08:24Claude Guéant, you mentioned former government minister.
08:27So someone from on high...
08:28He got six years without mandat de dépôt.
08:31If he appeals, it's suspended.
08:32All right.
08:33Alexandre...
08:34So it's a question of, you know...
08:35Alexandre Jury is a man who made his living as kind of a middleman for deals.
08:40So he's not as high on the pecking order.
08:43Is that why he's going straight to jail?
08:46Listen, I...
08:47I would not comment on why exactly one was requested to go now or not.
08:54I think that Alexandre Jury was considered to have a role which was, as you said, middle,
09:01but possibly instrumental enough to deserve such a harsh sentence.
09:06Then why did they consider that he could not have a couple of weeks to organize his presentation
09:12to the prison?
09:15Did they consider that he was possibly at flight risk?
09:19Maybe they did not consider that Sarkozy would have flight risk.
09:22This is another criterion that exists in French law, which is if you think that there's a risk
09:28of someone escaping, then possibly you want to stop that.
09:33So you grab someone in court.
09:35William-Juliet, there's cases aplenty of former presidents who stand trial.
09:41Peru can tell us something about that.
09:43Currently, Brazil's former president, Jair Bolsonaro.
09:46Let me ask you...
09:47Many countries in the world.
09:49Is there...
09:49And I'm asking for a democracy on the other side of the Atlantic.
09:53Is there a case to be made that former presidents, because they embody the state,
09:59should have some kind of a special status after they leave office?

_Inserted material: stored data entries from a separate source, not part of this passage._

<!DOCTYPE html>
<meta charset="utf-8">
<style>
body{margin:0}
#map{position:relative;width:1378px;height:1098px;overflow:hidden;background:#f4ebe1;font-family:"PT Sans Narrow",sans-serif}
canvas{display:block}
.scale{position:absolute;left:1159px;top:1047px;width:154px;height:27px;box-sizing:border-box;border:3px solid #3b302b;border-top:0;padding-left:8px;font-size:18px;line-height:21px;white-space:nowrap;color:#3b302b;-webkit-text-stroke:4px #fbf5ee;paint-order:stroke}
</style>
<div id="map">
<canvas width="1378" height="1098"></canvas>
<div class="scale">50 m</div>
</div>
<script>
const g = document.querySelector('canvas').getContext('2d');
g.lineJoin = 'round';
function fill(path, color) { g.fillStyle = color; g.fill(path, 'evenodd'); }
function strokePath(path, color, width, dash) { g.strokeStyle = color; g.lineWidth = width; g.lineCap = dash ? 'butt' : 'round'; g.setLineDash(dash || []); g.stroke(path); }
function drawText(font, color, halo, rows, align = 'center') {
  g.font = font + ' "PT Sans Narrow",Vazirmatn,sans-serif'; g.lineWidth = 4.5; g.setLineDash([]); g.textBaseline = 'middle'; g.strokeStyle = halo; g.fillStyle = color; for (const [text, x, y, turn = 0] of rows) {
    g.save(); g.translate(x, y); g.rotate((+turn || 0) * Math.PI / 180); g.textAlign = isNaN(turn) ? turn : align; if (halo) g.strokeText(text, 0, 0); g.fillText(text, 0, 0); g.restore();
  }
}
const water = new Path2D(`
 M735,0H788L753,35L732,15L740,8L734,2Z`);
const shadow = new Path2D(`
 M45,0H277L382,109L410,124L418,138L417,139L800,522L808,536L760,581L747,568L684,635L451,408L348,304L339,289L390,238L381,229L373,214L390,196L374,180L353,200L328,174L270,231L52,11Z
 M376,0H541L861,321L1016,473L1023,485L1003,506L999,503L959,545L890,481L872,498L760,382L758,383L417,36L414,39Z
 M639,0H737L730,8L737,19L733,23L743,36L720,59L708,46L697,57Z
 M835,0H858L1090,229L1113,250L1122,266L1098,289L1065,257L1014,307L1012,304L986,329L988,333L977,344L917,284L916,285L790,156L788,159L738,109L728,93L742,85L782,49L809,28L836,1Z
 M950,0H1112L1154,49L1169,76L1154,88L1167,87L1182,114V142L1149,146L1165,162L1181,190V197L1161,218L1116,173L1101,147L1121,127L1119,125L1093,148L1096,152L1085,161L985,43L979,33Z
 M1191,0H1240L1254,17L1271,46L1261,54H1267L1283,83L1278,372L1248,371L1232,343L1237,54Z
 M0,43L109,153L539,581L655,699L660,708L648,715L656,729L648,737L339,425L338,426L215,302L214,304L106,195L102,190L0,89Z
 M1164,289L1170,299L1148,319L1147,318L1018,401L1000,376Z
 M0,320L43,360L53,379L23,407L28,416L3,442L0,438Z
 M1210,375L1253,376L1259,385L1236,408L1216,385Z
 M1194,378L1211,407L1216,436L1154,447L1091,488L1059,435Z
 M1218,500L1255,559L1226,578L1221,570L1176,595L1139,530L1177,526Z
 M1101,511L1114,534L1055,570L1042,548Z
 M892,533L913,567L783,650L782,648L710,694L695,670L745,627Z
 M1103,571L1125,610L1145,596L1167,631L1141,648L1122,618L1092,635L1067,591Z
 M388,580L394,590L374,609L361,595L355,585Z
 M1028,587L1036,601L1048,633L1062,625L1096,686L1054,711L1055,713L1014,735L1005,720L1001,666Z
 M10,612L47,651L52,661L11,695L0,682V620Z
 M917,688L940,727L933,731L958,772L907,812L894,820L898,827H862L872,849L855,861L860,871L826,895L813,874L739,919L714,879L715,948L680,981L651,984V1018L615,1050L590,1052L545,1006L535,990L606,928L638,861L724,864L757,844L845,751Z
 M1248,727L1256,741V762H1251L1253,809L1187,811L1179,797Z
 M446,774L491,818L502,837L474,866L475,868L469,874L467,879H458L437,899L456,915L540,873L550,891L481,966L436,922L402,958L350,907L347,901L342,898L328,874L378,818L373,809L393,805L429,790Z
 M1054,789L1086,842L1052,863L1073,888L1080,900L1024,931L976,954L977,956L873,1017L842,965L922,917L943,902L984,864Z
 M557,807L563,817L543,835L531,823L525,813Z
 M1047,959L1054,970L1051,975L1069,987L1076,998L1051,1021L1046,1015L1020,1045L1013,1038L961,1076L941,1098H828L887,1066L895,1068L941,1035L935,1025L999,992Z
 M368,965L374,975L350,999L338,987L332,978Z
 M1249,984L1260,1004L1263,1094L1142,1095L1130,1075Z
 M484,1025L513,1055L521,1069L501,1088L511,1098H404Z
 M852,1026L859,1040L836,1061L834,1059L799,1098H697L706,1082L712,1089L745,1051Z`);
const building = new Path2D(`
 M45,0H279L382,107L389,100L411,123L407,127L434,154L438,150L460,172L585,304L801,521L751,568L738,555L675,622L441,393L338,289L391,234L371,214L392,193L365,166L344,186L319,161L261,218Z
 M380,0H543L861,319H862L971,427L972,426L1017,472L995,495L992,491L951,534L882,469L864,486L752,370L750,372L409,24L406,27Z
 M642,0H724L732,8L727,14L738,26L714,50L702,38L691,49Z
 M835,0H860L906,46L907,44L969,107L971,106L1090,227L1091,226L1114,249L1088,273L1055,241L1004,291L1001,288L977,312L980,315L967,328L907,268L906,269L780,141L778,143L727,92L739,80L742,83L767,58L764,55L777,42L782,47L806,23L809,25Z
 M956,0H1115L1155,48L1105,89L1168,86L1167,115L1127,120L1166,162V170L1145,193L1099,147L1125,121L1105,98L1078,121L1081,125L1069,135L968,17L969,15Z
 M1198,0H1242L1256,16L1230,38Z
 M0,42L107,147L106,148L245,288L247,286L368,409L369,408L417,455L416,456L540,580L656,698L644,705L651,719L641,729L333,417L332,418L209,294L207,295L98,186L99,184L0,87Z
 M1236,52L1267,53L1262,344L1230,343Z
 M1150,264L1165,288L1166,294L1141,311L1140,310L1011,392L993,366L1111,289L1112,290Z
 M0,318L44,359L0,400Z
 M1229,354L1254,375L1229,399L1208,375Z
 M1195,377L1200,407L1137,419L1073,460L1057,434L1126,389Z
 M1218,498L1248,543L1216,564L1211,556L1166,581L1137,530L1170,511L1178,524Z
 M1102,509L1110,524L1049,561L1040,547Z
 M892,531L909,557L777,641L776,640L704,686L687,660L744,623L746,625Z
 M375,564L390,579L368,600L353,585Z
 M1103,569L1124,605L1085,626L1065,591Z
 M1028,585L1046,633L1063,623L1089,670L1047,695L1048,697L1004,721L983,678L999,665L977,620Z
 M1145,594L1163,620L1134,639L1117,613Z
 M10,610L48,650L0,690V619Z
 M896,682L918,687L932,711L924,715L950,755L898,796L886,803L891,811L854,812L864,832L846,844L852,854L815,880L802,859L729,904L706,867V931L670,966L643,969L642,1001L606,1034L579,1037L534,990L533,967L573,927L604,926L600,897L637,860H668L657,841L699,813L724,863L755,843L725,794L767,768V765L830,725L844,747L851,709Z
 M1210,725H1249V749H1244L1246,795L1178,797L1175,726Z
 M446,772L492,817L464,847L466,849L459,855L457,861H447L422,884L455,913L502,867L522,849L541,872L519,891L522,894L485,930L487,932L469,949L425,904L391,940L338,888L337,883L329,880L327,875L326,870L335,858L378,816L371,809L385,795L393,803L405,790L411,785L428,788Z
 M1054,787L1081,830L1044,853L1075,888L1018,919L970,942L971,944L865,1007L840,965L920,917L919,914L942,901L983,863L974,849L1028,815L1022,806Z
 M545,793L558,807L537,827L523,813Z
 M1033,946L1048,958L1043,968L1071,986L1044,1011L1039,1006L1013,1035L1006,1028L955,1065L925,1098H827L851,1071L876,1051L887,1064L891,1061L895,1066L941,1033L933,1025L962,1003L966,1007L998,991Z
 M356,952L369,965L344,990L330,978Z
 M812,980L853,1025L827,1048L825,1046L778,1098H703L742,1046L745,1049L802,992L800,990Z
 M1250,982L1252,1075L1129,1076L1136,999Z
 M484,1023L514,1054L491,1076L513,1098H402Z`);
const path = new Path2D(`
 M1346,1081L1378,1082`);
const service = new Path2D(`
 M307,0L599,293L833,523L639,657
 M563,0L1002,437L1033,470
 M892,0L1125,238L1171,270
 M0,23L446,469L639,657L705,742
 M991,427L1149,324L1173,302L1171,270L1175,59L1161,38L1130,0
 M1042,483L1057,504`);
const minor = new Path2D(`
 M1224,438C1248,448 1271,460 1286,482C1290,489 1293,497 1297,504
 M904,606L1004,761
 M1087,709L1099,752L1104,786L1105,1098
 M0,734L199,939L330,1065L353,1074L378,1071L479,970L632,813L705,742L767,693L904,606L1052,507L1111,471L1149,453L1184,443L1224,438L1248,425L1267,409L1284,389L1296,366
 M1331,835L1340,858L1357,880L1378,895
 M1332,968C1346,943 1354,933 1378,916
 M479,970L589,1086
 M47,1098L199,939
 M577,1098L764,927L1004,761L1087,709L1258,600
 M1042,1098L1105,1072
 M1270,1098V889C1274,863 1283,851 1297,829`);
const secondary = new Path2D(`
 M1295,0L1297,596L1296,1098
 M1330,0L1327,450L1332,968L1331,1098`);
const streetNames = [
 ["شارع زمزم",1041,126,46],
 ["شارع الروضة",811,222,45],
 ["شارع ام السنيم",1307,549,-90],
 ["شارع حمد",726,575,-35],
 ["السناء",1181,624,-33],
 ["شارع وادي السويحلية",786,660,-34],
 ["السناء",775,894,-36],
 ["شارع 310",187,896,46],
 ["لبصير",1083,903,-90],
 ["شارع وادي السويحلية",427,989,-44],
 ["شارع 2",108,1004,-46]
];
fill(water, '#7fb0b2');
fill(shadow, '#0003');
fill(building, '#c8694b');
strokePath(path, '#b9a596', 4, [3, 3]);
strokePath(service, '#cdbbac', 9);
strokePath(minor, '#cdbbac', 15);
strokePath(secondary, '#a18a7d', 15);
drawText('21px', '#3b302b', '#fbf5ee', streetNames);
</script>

10:03It's a huge question.
10:06Then it is complicated to consider that because you have been president at one moment in your
10:13life that no one can go after you for acts that you possibly have committed when you were
10:20not president.
10:20The question of immunity is very clear under French law.
10:25For the time you are in office, then no one can go after you.

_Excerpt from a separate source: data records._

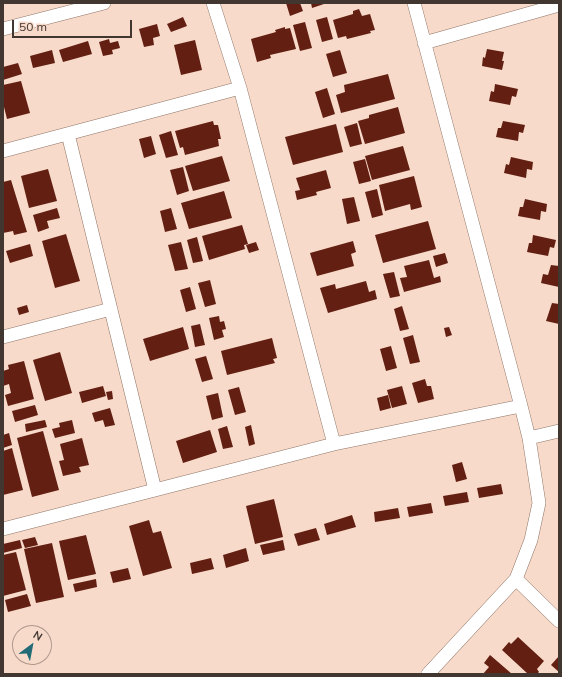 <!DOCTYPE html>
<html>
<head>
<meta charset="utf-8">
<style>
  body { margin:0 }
  #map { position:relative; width:562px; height:677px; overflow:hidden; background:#f7daca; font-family:Mulish,sans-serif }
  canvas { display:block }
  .frame { position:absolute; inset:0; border:4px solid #413630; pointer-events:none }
  .north { position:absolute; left:12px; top:625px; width:40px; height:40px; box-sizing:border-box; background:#f7daca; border:1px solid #ae988c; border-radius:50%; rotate:32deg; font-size:11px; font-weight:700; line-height:16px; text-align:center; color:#413630 }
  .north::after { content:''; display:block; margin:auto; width:14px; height:18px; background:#236c77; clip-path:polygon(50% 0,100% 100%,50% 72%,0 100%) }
  .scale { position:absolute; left:12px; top:20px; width:120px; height:18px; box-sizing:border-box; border:2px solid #413630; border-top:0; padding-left:5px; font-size:12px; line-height:14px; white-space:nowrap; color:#413630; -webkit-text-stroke:3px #f7daca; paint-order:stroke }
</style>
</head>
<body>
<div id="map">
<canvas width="562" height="677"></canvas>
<div class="frame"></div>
<div class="north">N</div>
<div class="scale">50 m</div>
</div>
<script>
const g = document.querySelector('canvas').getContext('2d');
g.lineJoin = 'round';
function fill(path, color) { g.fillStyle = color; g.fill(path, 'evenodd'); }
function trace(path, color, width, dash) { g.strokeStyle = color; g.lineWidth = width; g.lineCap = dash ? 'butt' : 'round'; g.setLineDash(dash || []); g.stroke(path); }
const building = new Path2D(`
  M286 3H300L303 11 290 16Z
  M311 3H327L312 8Z
  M359 9 362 16 370 14 375 30 370 31 371 33 347 39 346 36 338 38 333 20 353 14V11Z
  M183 17 187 26 171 32 167 24Z
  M327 17 333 39 322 42 316 20Z
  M305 22 312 48 300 51 293 25Z
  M157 24 160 36 153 38 154 45 144 47 139 29Z
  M285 27V29L290 28 296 49 270 55 271 58 257 62 251 39 276 32 275 30Z
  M109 39 110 43 118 41 120 48 112 50 113 54 103 56 99 42Z
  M195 40 202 70 181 75 174 45Z
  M88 41 92 54 63 62 59 50Z
  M487 49 504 52 502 61H504L502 70 482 66 483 57 485 58Z
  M52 50 55 63 33 68 30 56Z
  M340 50 347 73 333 77 326 54Z
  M18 63 22 74 3 80V67Z
  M388 74 395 99 341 113 336 95 345 92 344 85Z
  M21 81 30 113 7 119 3 103V85Z
  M495 84 518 89 516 97 512 96 510 105 489 101 491 91 494 92Z
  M327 88 335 114 323 118 315 92Z
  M398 107 405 133 365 144 358 121 369 118V115Z
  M213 121 214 125H218L221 139H218L219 146 185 155 183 147 180 148 175 131Z
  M503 121 525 125 523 133 519 132 518 141 496 137 498 128H501Z
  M357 123 362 144 350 147 344 127Z
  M336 124 343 152 293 165 285 137Z
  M171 131 178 155 166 158 159 135Z
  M151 136 156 154 144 158 139 139Z
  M403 146 410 170 372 180 365 156Z
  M222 156 230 181 193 191 185 166Z
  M511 157 533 162 532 170 527 169 526 178 504 173 506 164 509 165Z
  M365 159 371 181 359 184 353 162Z
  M183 167 189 191 177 195 170 170Z
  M48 169 57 201 29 208 21 176Z
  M326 170 331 188 316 192 317 195 297 200 295 191 300 190 296 178Z
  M414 176 422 207 411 210 410 204 385 211 379 185Z
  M11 180 27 232 14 235 13 231 3 233V189L4 188 3 182Z
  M377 189 383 215 372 218 365 192Z
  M224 191 232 218 189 229 181 203Z
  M354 197 360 221 347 224 342 199Z
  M525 199 547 204 546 212 541 211 540 220 518 216 520 207H523Z
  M57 208 60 218 47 221 49 228 38 232 33 215Z
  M171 208 177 229 165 232 160 211Z
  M428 221 436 249 383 263 375 235Z
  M242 225 248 244 244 245 245 249 209 260 202 236Z
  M66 234 80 281 55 288 42 241Z
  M533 235 556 240 554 248 550 247 548 256 527 252 529 243H532Z
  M197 237 203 261 193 263 187 240Z
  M353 241 356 252 351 254 354 266 317 276 310 253Z
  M181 242 188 269 175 271 168 245Z
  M256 242 259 250 249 253 246 245Z
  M30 244 33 256 10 263 6 251Z
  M445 253 448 263 436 267 433 256Z
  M429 260 434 278 440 276 441 282 404 292 400 278 407 277 404 266Z
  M551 265 559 266V287L541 283 543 274 548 275Z
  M394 272 400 296 390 298 383 274Z
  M210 280 216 304 205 307 198 283Z
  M366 281 369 292 375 290 377 299 328 313 320 288 335 284 336 289Z
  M190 287 196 309 186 312 180 290Z
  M552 303 559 304V324L546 321Z
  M27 305 29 312 19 315 17 308Z
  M402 306 409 329 400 331 394 309Z
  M219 316 220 322 224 321 226 329 222 330 224 337 214 340 209 318Z
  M200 324 205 345 195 347 191 326Z
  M183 327 189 349 150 361 143 339Z
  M449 327 452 335 446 337 444 328Z
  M413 335 420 362 410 364 403 338Z
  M272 338 277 358 273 359 275 363 227 375 221 351Z
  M391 346 397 368 386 371 380 349Z
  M60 352 72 393 45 401 33 360Z
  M206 356 213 379 202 382 195 359Z
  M24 361 34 399 8 406 5 395 11 393 9 384 3 386V371L9 369 8 365Z
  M425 379 427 386H431L434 399 418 403 412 383Z
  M103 386 106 396 82 403 79 392Z
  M402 386 407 404 392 408 387 390Z
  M239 387 246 412 235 415 228 390Z
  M112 391 113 399 108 400 106 392Z
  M218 393 223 417 212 420 206 396Z
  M388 395 391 408 380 411 377 398Z
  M35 405 38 415 15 422 12 411Z
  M110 408 115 425 105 427 103 420 95 422 92 413Z
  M45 420 47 427 26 432 25 424Z
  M72 420 75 433 55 438 52 429 60 427 59 423Z
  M251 425 255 444 249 446 245 427Z
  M227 426 233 447 223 449 218 429Z
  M210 430 217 452 183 463 176 441Z
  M43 431 59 490 32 497 17 438Z
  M9 433 12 445 3 448V435Z
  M82 438 89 465 79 467 81 472 63 476 59 461 64 460 60 444Z
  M12 448 23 490 3 495V451Z
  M462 462 467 479 456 482 452 465Z
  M501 484 503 494 479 498 477 488Z
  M467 492 469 502 445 506 443 496Z
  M274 499 283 537 255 544 246 506Z
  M431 503 433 513 409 517 407 507Z
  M398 508 400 518 375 522 374 512Z
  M352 515 356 527 327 535 324 524Z
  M149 520 153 533 161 531 172 568 143 576 129 526Z
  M316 528 320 540 298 546 294 534Z
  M86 535 96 574 68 580 59 541Z
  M35 537 38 545 25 548 22 540Z
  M20 540 22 548 3 553V544Z
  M283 540 285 550 263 555 260 545Z
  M52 543 64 597 36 603 24 549Z
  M246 548 249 561 226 568 223 555Z
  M16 552 26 590 3 596V555Z
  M211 558 214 569 192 574 190 563Z
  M128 568 131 579 113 583 110 572Z
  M96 579 97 587 75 592 73 584Z
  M27 594 31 606 8 612 5 600Z
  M518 637 544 661 537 669 539 672 537 674H528L502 650 509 642 511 644Z
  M490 655 512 674H483L489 667 484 663Z
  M559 656V672L551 665Z`);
const street = new Path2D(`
  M213 3 240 88 334 444
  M414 3 521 406 529 438 539 503 531 540 516 579 428 674
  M3 29 104 3
  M424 43 559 5
  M68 134 155 490
  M3 151 240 88
  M3 337 111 309
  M529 438 559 431
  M3 529 334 444 521 406
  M516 579 559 621`);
fill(building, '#631f12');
trace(street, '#907668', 14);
trace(street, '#fff', 13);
</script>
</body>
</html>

10:29And that is a rule that is very clear.
10:33Then your question is more complex because it's about what happened before and afterwards.
10:38And I can't imagine that you would...
10:39Do you like the French law?
10:42Listen, I do.
10:43I mean, no law is perfect.
10:45But, I mean, we are in a rule of law country.
10:50And...
10:50When you return to being a private citizen, that's what you are.
10:55Listen, I know enough about so many other places where the rule of law is way more in
11:04danger than in France.
11:05Obviously, nothing is perfect.
11:07And I understand that, as I was going to conclude on that, on this discussion about independence
11:13of judges.
11:14Judges, I think, I believe, but prosecution is a different discussion.
11:19But sitting judges, I believe, are independent.
11:22They're not taking instructions from the government.
11:25This happens everywhere in the world.
11:28So many countries of the world.
11:29We know it's true.
11:30I don't think this happens in my country, in France, and it doesn't happen in many other
11:35democracies.
11:36So that already is good.
11:38It's way better than in these countries where it happens.
11:41But this being said, being independent does not mean that you not have your ideology, your
11:49agenda as a professional, and that you do not push for the strength of your corporation,
11:56which I understand.
11:58And you don't go the way where some other people would like you to go.
12:06And this is also the strength of a democracy, which is that there are clashes, and judges have
12:14their word to say when it comes to what they consider as the protection of the French society.
12:21Sometimes people don't agree.
12:22They appeal.
12:23And when it doesn't work, they make statements in the press.
12:27Nicolas Sarkozy, who had a particularly fractious relationship with magistrates when he was
12:32in office.
12:33So that is maybe something also he's paying for now.
12:36With Yem Julliet, I want to thank you so much for being with us.